While not as intimidating as other uneven lies the shot from an uphill lie still commands respect and requires adjustments.
Balance will be an issue as your two feet won’t be level and the ball’s level won’t even match any of the two, sitting somewhere between the two. Also, while it will be relatively easy to get the ball into the air, failure to tweak your setup will mean that the ball will travel too high and won’t reach the full distance required.
Follow the tips below on how to hit a golf shot from an uphill lie.
And if you are looking for the opposite scenario, head over to our tips on how to hit from a downhill lie.
Account for the fact your front foot is higher than your back and that ball will fly higher than normal (and for a shorter distance).
Position the Ball Forward a Little
Thanks to its position in front of you the ball’s level won’t match any of your feet’s, i.e. it sits lower than your front foot but higher than your back foot.

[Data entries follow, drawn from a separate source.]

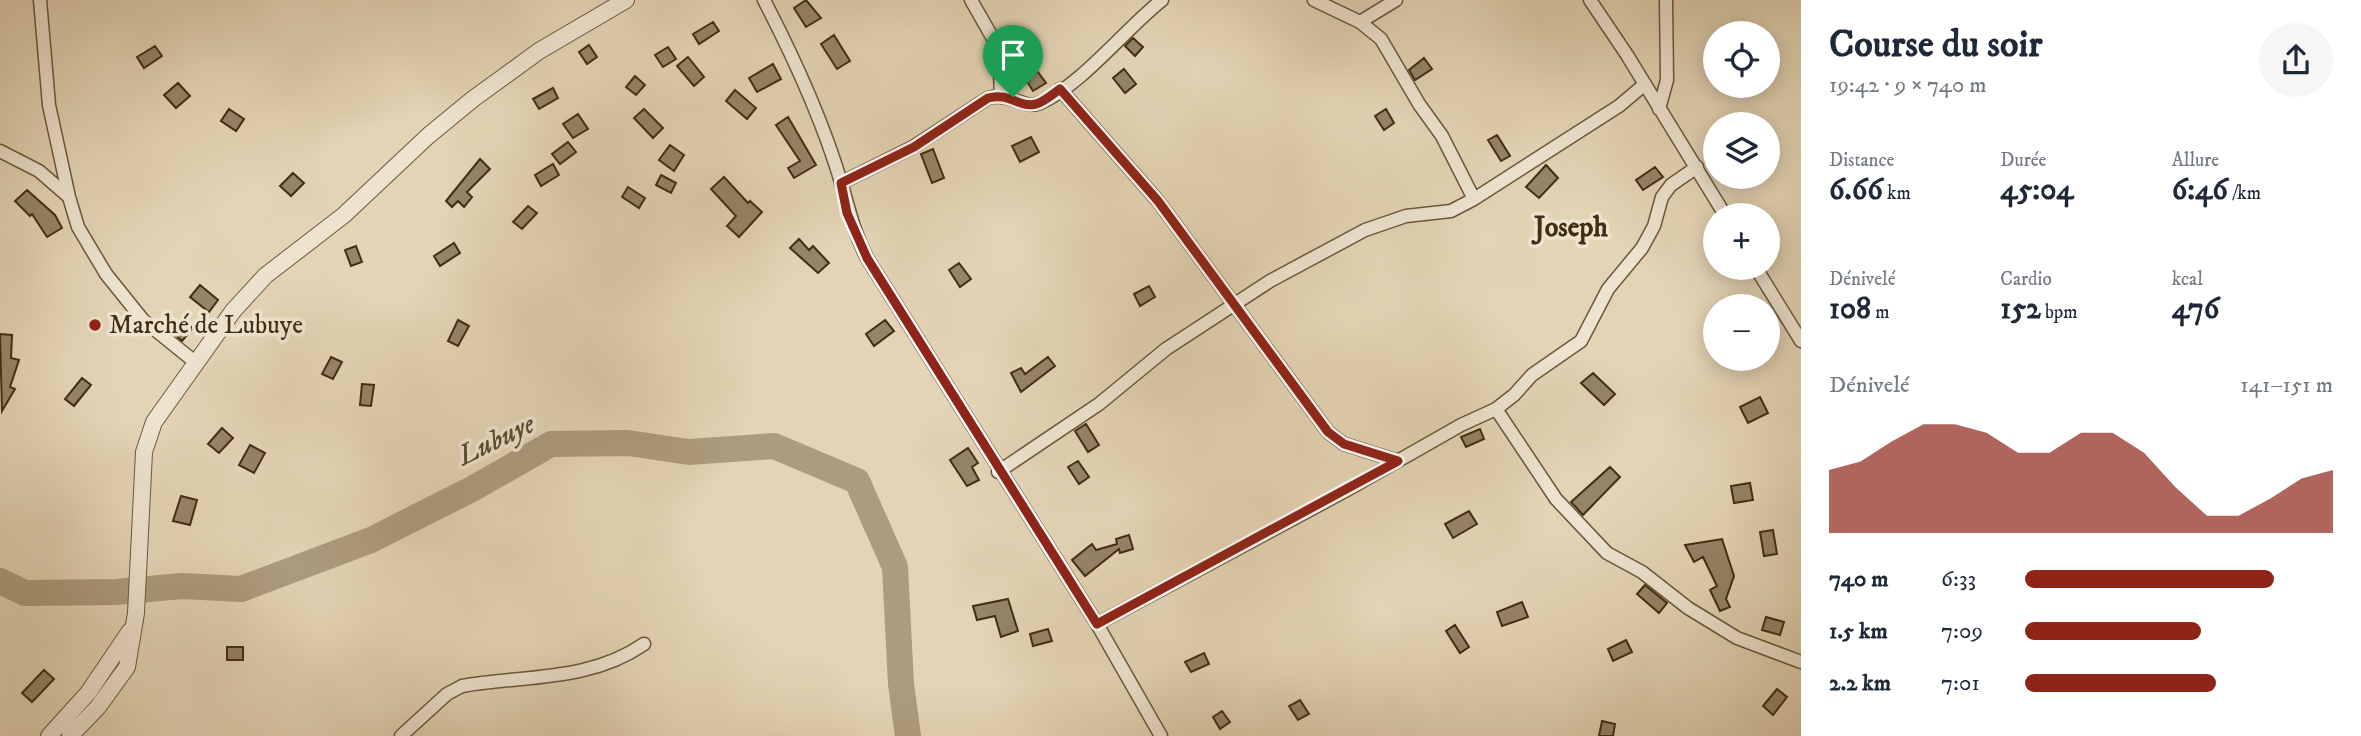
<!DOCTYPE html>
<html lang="fr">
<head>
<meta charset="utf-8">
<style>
	:root { --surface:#fff; --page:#f6f6f7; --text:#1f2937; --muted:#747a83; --accent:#8f2418 }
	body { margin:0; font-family:"IM FELL DW Pica",serif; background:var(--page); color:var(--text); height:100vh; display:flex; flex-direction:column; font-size:26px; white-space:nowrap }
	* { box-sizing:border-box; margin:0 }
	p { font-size:23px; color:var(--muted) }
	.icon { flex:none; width:38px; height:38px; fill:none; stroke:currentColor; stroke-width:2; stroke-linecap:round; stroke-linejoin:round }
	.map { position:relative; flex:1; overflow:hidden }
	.details { display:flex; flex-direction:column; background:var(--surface); width:560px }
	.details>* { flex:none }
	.controls { position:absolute; left:1703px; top:21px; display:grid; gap:14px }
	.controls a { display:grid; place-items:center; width:77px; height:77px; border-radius:50%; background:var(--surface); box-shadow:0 4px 18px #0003; font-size:35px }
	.pin { position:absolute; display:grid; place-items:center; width:60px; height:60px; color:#fff; margin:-72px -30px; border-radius:50% 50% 50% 0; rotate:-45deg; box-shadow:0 0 7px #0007 }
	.pin .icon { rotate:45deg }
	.round { display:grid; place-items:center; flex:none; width:74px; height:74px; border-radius:37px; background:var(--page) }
	.overview { display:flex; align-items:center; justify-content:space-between; height:119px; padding:0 28px }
	h1 { font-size:38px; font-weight:700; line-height:52px }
	.figures { display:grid; grid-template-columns:repeat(3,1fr); gap:10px; height:119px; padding:7px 28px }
	.figures div { display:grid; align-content:center }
	.figures b { font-size:30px; font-weight:700 }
	.figures small { font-size:19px; font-weight:400 }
	.figures p { font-size:19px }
	.chart { height:196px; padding:14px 28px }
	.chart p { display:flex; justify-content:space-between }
	.chart svg { width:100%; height:126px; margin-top:7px; fill:var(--accent); opacity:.7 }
	ul { padding:0 28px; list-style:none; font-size:23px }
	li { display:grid; grid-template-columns:112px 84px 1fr; align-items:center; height:52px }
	li i { height:18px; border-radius:9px; background:var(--accent) }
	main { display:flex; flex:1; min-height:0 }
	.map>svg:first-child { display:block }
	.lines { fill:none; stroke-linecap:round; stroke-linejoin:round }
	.river { stroke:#ac9c7e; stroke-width:26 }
	.building { fill:#958467; stroke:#412e13; stroke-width:2 }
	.minor-casing { stroke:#6a583c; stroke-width:15 }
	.tertiary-casing { stroke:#6a583c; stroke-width:18 }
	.minor { stroke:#ede3cf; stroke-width:12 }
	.tertiary { stroke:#ede3cf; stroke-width:16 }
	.route-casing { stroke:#fff; stroke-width:14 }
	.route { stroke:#8f2418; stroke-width:9 }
	.poi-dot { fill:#8f2418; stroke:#ede3cf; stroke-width:2.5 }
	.labels { text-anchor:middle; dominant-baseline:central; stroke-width:7; stroke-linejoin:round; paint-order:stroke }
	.poi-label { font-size:26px; fill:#412e13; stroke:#ede3cf; text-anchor:start }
	.neighbourhood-label { font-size:28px; font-weight:bold; fill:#412e13; stroke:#ede3cf }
	.water-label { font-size:28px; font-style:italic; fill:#5c4a2e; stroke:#ede3cf }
</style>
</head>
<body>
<main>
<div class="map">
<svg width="1801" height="736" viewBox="0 0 1801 736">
	<rect width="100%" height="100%" fill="#e3d4b5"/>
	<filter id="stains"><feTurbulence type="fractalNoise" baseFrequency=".00286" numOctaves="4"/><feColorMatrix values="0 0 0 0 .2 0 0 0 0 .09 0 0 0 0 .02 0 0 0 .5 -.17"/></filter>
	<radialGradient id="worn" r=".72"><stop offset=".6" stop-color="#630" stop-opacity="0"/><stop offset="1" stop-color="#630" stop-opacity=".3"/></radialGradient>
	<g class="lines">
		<path class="river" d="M0,581l25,12 91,-1 66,-6 59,3 130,-49 101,-51 79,-45 77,-1 61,9 85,-6 83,35 38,86 6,117 7,52"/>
	</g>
	<path class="building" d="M806,0l15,18 -15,9 -12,-19z
		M713,22l6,9 -20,13 -6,-10z
		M834,35l16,26 -13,8 -16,-25z
		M1133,38l10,9 -8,9 -10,-10z
		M589,45l8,12 -10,7 -8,-12z
		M155,46l7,10 -18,12 -7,-11z
		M668,47l8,12 -13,8 -8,-12z
		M688,57l16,20 -10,9 -17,-20z
		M1424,58l8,11 -17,11 -6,-10z
		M773,64l8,15 -24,13 -8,-14z
		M1035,68l11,15 -13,8 -10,-16z
		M1124,69l12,15 -11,9 -12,-15z
		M635,76l10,9 -9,10 -10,-8z
		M178,83l12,13 -14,12 -12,-13z
		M553,88l5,10 -19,11 -6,-10z
		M735,90l21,18 -9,11 -21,-18z
		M229,109l15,10 -8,12 -15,-10z
		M644,109l19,19 -10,10 -19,-20z
		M1386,109l8,14 -10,7 -9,-14z
		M578,114l10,15 -15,9 -10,-14z
		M788,117l28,48 -22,13 -6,-10 12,-7 -24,-36z
		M1497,135l13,21 -9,5 -13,-21z
		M1031,137l8,15 -19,10 -8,-16z
		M568,142l8,10 -16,12 -8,-10z
		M670,145l14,10 -10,16 -15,-11z
		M933,149l11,29 -12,5 -11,-29z
		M480,159l10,10 -23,23 5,5 -8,10 -6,-6 -6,6 -6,-6z
		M553,164l6,11 -18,11 -6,-11z
		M1546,165l12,13 -19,20 -13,-11z
		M1655,167l8,10 -20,13 -7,-10z
		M293,173l11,10 -13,13 -11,-10z
		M661,175l15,8 -5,10 -15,-8z
		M724,177l24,26 2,-2 12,11 -23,25 -12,-11 9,-10 -25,-27z
		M628,187l17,11 -6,10 -17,-11z
		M27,190l28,25 7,13 -15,9 -15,-23 -2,2 -15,-15z
		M528,206l9,7 -15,16 -9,-7z
		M799,239l10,11 4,-4 16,17 -11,10 -28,-25z
		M454,243l6,10 -20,13 -6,-10z
		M356,246l6,16 -11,4 -6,-16z
		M959,263l12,16 -11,8 -11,-17z
		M200,285l18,15 -9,12 -19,-15z
		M1149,286l6,11 -15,9 -6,-12z
		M182,319l11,9 -11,13 -10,-9z
		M458,320l11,6 -11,20 -10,-5z
		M885,320l9,11 -20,15 -8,-12z
		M0,334l12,1 -1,23 8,2 -9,27 5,2 -13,22z
		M331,357l11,5 -9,17 -11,-5z
		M1048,357l7,9 -34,26 -10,-19 10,-5 4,6z
		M1593,373l22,21 -11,11 -23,-22z
		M82,378l9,7 -17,21 -9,-7z
		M362,384l12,1 -3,21 -11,-1z
		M1760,397l8,16 -20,10 -8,-16z
		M1086,424l13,21 -11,7 -13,-21z
		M222,428l11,10 -14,15 -11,-9z
		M1480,429l4,10 -18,8 -5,-10z
		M250,445l15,8 -11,20 -15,-8z
		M968,448l10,15 -6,4 7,13 -12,6 -17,-26z
		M1078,461l11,16 -10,7 -11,-17z
		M1610,467l10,10 -37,38 -12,-13z
		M1750,483l3,17 -19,3 -3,-17z
		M181,496l16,4 -7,25 -17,-4z
		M1469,511l8,13 -24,14 -8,-14z
		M1773,530l4,24 -13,2 -4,-24z
		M1129,535l4,14 -13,4 -1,-4 -34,27 -13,-16 20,-16 4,6 21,-6 -1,-5z
		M1722,539l12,37 -8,23 4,8 -10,4 -10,-21 7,-4 -14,-29 -9,5 -9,-17z
		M1645,585l22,18 -8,10 -22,-19z
		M1008,599l10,32 -17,6 -6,-21 -18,4 -4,-14z
		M1522,602l6,15 -26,9 -5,-14z
		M1766,617l18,5 -4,13 -18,-5z
		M1455,625l14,22 -9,6 -14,-22z
		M1048,629l4,12 -19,5 -3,-12z
		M1626,640l6,12 -19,9 -5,-12z
		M227,647h16v13h-16z
		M1204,653l5,11 -18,8 -6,-10z
		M44,670l10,9 -22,23 -10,-9z
		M1777,689l10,8 -14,18 -10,-9z
		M1300,700l9,14 -11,6 -9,-14z
		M1222,711l8,11 -10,7 -7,-12z
		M1602,721l13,3 -2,12h-14z"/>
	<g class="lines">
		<defs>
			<path id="minor" d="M40,0l9,105 20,92
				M764,0c29,56 59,122 77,182 8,27 13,51 26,76l230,366 64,112
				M971,0l28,49 2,46
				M1314,0l46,22 21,17 38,65 23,32 32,63
				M1590,0l37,55 98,160
				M1360,22l36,-22
				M1060,89l98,112 170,231 16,12 54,17
				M1659,109l8,-29 -1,-80
				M0,151l39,20 30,26 9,30 28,47 37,46 52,42
				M841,183l72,-36 75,-49c24,-6 35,12 52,5 42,-18 85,-74 122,-103
				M1756,268l45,73
				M1496,409l60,90 51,54 35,19 46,36 49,30 64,24
				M998,472l101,-68 67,-55 104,-68 95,-51 41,-14 45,-5 23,-12 145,-93 26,-22
				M1097,624l248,-133 116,-66 35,-16 18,-14 18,-20 49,-34 27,-52 34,-41 12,-22 8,-29 9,-12 26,-18
				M401,736l46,-42 15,-8c63,-11 127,-4 182,-42"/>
			<path id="tertiary" d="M49,736l39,-43 42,-62
				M70,736l28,-29 29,-40 9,-54 8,-161 10,-30 79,-111 32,-35 79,-61 84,-79 45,-37 66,-48 87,-51"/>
		</defs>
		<use href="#minor" class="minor-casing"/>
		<use href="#tertiary" class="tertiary-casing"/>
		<use href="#minor" class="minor"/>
		<use href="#tertiary" class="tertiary"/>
	</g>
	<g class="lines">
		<defs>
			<path id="route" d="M1060,89l98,112 170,231 16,12 54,17 -301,163 -230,-366 -20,-45 -6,-30 73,-36 74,-49c22,-6 30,10 48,6 8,-2 17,-10 24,-15z"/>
		</defs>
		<use href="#route" class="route-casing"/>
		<use href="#route" class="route"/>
	</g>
	<circle class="poi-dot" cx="95" cy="325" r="7"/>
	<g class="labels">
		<g class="poi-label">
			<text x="109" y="325">Marché de Lubuye</text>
		</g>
		<g class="neighbourhood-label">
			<text x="1571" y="227">Joseph</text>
		</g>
		<g class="water-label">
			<text transform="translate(496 440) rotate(-26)">Lubuye</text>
		</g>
	</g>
	<rect width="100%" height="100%" filter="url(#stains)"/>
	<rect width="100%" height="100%" fill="url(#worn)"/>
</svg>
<div class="controls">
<a><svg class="icon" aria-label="locate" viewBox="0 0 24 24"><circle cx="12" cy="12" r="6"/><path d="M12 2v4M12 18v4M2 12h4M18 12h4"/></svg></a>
<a><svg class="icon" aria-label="layers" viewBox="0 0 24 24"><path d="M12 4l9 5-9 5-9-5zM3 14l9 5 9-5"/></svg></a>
<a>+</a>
<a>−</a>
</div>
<div class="pin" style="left:1013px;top:97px;background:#1e9e55"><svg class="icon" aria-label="arrive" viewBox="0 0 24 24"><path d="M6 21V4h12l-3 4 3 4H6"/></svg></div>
</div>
<section class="details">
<div class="overview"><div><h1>Course du soir</h1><p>19:42 · 9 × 740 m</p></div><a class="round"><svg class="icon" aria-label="share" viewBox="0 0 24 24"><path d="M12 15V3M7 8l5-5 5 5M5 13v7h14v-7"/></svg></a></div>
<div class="figures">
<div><p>Distance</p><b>6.66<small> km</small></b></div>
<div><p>Durée</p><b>45:04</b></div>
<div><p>Allure</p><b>6:46<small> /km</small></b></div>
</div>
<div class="figures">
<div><p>Dénivelé</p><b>108<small> m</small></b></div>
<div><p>Cardio</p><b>152<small> bpm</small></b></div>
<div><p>kcal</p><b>476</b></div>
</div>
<div class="chart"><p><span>Dénivelé</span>141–151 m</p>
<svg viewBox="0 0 160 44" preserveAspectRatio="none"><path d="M0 44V22L10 19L20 12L30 6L40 6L50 9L60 16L70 16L80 9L90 9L100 16L110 28L120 38L130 38L140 32L150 25L160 22V44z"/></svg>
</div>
<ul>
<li><b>740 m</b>6:33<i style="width:81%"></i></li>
<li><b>1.5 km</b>7:09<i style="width:57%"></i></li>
<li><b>2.2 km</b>7:01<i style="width:62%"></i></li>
</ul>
</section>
</main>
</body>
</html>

If you don’t think about the ball positioning at all while setting up and if you position the ball too far back in your stance you could run the risk of seeing the ball sitting too low in contrast to your feet.
This can result in a whiff where you would swing above the ball and miss it entirely, costing you a stroke. To make sure the ball is not too low, favour a forward ball position rather than a ball back or a ball center position.
Take a Wider Stance
Because you are standing on uneven ground balance will immediately be an issue while setting up.
Indeed, the hill will tend to move your weight back and may even throw you off balance over the course of your golf swing. In order to help keep your balance throughout widen your stance, that is position your feet away from each a little more than they normally would be.
A wider stance will help you in executing a confident swing without fear of falling out of position.
Match the Slope of the Hill with your Shoulders
The main risk associated with an uphill lie is seeing your clubhead penetrate the ground deeply, oftentimes producing a fat shot or worse seeing the club failing to reach the ball at all.
This can happen especially if you stand erect with your spine in a perfectly vertical position. Such a spine angle doesn’t allow for the club to brush the grass from an upslope but will rather encourage it to dig deep into the ground.
To help protect against this risk position your spine so that it is perpendicular to the ground, as it is when hitting a shot from a flat surface.
Use One More Club
Because of the upslope and because you are matching your spine to reflect the uneven terrain the effective loft of your club will be modified as a consequence. Indeed, rather than being perfectly flat on an even terrain your club will be angled back so that it rests flat against the upslope.
This angled back position effectively adds degrees of loft to your club. Therefore you can expect to hit higher shots from an uphill lie but also shots that travel a shorter distance when compared to a normal shot with that same club from a flat lie.
To account for that change in loft and ball flight you will need to club up, i.e. to use one more club than would normally be required.
Note that depending on how severe the sidehill, that club adjustment may call for a two club difference, or maybe none at all…
Transfer your Weight to the Front Foot at the Follow Through
The upslope will naturally try to push your weight towards your back foot.
Still you will need to fight against this in order to execute a proper weight transfer and a solid shot. Indeed, failing to transfer your weight from your right foot to your left, regardless of the lie, will not produce a quality golf shot.
So as you begin to swing, aim to finish your follow through with your weight solidly on your left foot, up the hill.